▶ WORK TO BE COMPLETED
Only the lines from the first line of the records through the line containing "Annotate the picture" belong in the answer. Copy them exactly.

▶ LISTED RECORDS
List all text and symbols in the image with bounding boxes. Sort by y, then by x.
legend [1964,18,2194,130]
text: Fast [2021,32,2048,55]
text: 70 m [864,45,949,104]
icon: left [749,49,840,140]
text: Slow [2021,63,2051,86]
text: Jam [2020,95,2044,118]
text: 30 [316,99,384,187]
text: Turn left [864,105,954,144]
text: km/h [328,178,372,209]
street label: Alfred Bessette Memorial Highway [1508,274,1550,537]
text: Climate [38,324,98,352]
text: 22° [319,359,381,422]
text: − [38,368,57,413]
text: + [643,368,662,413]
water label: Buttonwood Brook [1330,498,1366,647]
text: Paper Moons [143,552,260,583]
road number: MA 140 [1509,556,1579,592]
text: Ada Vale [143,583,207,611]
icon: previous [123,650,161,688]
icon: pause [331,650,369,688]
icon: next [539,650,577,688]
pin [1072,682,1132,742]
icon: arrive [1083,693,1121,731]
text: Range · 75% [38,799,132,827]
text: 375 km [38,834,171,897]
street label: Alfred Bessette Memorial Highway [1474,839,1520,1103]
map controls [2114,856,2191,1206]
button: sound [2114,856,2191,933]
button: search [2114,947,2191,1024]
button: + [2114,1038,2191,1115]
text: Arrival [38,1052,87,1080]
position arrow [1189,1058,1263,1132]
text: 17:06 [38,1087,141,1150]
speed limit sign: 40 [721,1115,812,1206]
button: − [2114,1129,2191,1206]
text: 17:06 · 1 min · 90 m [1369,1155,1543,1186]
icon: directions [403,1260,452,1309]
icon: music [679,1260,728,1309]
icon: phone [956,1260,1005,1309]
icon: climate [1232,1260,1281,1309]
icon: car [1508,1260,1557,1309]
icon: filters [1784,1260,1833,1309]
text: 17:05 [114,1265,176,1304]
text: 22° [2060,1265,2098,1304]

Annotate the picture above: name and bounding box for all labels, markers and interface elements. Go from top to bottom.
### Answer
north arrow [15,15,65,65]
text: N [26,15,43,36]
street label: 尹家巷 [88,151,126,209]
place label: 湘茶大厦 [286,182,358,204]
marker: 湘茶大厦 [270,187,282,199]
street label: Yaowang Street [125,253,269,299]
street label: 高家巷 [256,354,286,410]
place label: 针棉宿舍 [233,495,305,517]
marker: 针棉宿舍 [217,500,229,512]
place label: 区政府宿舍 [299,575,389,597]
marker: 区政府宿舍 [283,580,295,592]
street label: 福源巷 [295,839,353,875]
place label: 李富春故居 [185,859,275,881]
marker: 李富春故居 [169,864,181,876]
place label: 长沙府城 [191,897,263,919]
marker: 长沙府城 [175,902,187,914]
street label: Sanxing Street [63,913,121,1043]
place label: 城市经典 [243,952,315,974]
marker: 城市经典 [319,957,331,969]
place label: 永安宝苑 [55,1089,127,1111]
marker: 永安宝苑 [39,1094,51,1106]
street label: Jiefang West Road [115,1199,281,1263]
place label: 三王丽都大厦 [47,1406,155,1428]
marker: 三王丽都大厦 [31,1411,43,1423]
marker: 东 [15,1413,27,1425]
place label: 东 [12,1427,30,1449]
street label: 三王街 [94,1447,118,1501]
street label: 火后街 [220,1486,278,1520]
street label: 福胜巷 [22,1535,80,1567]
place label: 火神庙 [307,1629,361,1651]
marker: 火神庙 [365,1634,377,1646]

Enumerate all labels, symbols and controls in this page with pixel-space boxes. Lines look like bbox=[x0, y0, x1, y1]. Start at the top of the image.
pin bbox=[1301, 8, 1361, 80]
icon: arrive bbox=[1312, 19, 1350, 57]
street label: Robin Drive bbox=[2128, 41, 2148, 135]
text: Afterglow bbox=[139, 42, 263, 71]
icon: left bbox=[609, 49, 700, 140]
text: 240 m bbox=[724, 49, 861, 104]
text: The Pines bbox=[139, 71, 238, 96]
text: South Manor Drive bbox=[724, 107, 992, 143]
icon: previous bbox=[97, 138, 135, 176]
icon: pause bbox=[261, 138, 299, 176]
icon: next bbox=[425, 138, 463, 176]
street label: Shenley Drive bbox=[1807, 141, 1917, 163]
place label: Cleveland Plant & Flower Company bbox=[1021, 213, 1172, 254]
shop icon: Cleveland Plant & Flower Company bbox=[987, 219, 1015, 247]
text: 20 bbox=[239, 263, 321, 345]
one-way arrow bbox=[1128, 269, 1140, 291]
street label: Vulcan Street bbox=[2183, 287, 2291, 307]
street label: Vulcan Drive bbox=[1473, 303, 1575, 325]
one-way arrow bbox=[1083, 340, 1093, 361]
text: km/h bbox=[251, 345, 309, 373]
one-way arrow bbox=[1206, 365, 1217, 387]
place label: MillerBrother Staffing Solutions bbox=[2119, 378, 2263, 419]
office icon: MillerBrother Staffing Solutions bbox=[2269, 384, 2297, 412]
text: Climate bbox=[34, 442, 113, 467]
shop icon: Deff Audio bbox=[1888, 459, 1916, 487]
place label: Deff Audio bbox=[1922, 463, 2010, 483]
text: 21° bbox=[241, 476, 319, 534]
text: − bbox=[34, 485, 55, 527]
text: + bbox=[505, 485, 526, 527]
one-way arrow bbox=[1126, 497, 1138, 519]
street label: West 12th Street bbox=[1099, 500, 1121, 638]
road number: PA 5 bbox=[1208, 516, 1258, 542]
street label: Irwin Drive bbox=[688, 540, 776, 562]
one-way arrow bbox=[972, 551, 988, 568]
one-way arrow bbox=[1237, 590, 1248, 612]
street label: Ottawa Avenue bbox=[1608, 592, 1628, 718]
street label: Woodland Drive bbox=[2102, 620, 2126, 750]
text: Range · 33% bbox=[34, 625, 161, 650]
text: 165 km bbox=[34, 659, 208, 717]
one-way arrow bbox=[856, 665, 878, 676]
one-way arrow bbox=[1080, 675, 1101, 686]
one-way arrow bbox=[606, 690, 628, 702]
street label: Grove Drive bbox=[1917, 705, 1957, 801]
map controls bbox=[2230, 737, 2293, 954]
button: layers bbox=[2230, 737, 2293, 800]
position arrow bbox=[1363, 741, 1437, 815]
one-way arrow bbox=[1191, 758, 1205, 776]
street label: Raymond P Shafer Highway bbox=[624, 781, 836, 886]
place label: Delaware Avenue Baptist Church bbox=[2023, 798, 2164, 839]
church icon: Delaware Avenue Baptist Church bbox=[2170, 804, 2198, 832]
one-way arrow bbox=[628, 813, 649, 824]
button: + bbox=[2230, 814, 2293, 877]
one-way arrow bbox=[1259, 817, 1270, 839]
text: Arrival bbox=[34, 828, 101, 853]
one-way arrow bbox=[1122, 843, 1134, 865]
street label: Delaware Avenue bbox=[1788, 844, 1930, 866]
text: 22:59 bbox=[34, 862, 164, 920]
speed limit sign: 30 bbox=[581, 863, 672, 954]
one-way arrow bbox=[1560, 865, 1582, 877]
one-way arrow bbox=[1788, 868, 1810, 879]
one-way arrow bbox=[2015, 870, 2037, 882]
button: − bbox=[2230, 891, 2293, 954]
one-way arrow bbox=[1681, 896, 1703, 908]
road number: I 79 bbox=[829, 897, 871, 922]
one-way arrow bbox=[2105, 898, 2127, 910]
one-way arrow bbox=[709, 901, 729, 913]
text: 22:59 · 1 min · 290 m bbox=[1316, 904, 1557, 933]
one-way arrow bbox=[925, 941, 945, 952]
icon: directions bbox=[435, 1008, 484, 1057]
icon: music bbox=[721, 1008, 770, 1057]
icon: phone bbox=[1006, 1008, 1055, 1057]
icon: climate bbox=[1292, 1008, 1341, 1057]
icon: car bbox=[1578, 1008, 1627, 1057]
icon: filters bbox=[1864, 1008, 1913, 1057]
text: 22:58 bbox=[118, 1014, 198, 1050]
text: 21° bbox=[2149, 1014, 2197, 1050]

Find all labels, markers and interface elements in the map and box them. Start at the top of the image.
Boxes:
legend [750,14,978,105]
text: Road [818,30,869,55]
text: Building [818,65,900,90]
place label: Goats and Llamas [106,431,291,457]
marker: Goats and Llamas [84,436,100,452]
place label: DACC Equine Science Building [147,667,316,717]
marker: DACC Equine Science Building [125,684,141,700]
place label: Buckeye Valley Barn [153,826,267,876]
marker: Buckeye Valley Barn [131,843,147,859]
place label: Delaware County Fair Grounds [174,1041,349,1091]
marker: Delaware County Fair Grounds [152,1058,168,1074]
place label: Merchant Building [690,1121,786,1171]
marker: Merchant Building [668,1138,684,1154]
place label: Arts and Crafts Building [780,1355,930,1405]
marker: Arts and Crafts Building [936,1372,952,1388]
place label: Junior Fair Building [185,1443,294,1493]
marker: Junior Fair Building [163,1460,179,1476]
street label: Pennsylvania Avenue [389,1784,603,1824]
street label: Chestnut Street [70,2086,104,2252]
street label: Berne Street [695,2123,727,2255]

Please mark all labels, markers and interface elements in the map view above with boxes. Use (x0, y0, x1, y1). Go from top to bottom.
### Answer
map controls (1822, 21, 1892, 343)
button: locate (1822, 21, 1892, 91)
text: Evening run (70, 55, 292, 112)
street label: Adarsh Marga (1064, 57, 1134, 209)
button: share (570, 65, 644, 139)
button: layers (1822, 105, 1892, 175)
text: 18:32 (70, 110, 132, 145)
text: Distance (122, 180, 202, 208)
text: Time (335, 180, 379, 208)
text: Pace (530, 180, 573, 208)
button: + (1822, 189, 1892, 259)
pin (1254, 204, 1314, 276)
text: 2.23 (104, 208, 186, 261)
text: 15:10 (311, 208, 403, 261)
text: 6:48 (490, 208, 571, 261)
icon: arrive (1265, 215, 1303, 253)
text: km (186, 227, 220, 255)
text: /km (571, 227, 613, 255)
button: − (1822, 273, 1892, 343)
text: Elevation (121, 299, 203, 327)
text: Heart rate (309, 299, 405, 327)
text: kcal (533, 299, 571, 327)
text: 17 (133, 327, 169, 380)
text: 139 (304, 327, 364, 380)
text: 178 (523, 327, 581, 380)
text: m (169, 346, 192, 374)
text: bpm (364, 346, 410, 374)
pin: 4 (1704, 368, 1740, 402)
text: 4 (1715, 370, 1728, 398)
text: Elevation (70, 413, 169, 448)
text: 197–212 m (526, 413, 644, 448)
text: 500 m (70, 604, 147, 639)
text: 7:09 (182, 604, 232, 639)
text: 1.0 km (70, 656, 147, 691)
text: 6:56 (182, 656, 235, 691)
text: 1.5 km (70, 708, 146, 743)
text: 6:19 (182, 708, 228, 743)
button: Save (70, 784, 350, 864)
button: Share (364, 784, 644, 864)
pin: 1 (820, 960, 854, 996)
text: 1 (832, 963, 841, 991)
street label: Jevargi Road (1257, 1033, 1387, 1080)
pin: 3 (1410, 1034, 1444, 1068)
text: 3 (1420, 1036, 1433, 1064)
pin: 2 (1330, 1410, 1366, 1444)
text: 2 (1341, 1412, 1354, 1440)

▶ SOLUTION FOR THIS EXERCISE
List all text and symbols in the image with bounding boxes. Sort by y, then by x.
legend [1964,18,2194,130]
text: Fast [2021,32,2048,55]
text: 70 m [864,45,949,104]
icon: left [749,49,840,140]
text: Slow [2021,63,2051,86]
text: Jam [2020,95,2044,118]
text: 30 [316,99,384,187]
text: Turn left [864,105,954,144]
text: km/h [328,178,372,209]
street label: Alfred Bessette Memorial Highway [1508,274,1550,537]
text: Climate [38,324,98,352]
text: 22° [319,359,381,422]
text: − [38,368,57,413]
text: + [643,368,662,413]
water label: Buttonwood Brook [1330,498,1366,647]
text: Paper Moons [143,552,260,583]
road number: MA 140 [1509,556,1579,592]
text: Ada Vale [143,583,207,611]
icon: previous [123,650,161,688]
icon: pause [331,650,369,688]
icon: next [539,650,577,688]
pin [1072,682,1132,742]
icon: arrive [1083,693,1121,731]
text: Range · 75% [38,799,132,827]
text: 375 km [38,834,171,897]
street label: Alfred Bessette Memorial Highway [1474,839,1520,1103]
map controls [2114,856,2191,1206]
button: sound [2114,856,2191,933]
button: search [2114,947,2191,1024]
button: + [2114,1038,2191,1115]
text: Arrival [38,1052,87,1080]
position arrow [1189,1058,1263,1132]
text: 17:06 [38,1087,141,1150]
speed limit sign: 40 [721,1115,812,1206]
button: − [2114,1129,2191,1206]
text: 17:06 · 1 min · 90 m [1369,1155,1543,1186]
icon: directions [403,1260,452,1309]
icon: music [679,1260,728,1309]
icon: phone [956,1260,1005,1309]
icon: climate [1232,1260,1281,1309]
icon: car [1508,1260,1557,1309]
icon: filters [1784,1260,1833,1309]
text: 17:05 [114,1265,176,1304]
text: 22° [2060,1265,2098,1304]

Annotate the picture above: name and bounding box for all labels, markers and interface elements. Go from top to bottom.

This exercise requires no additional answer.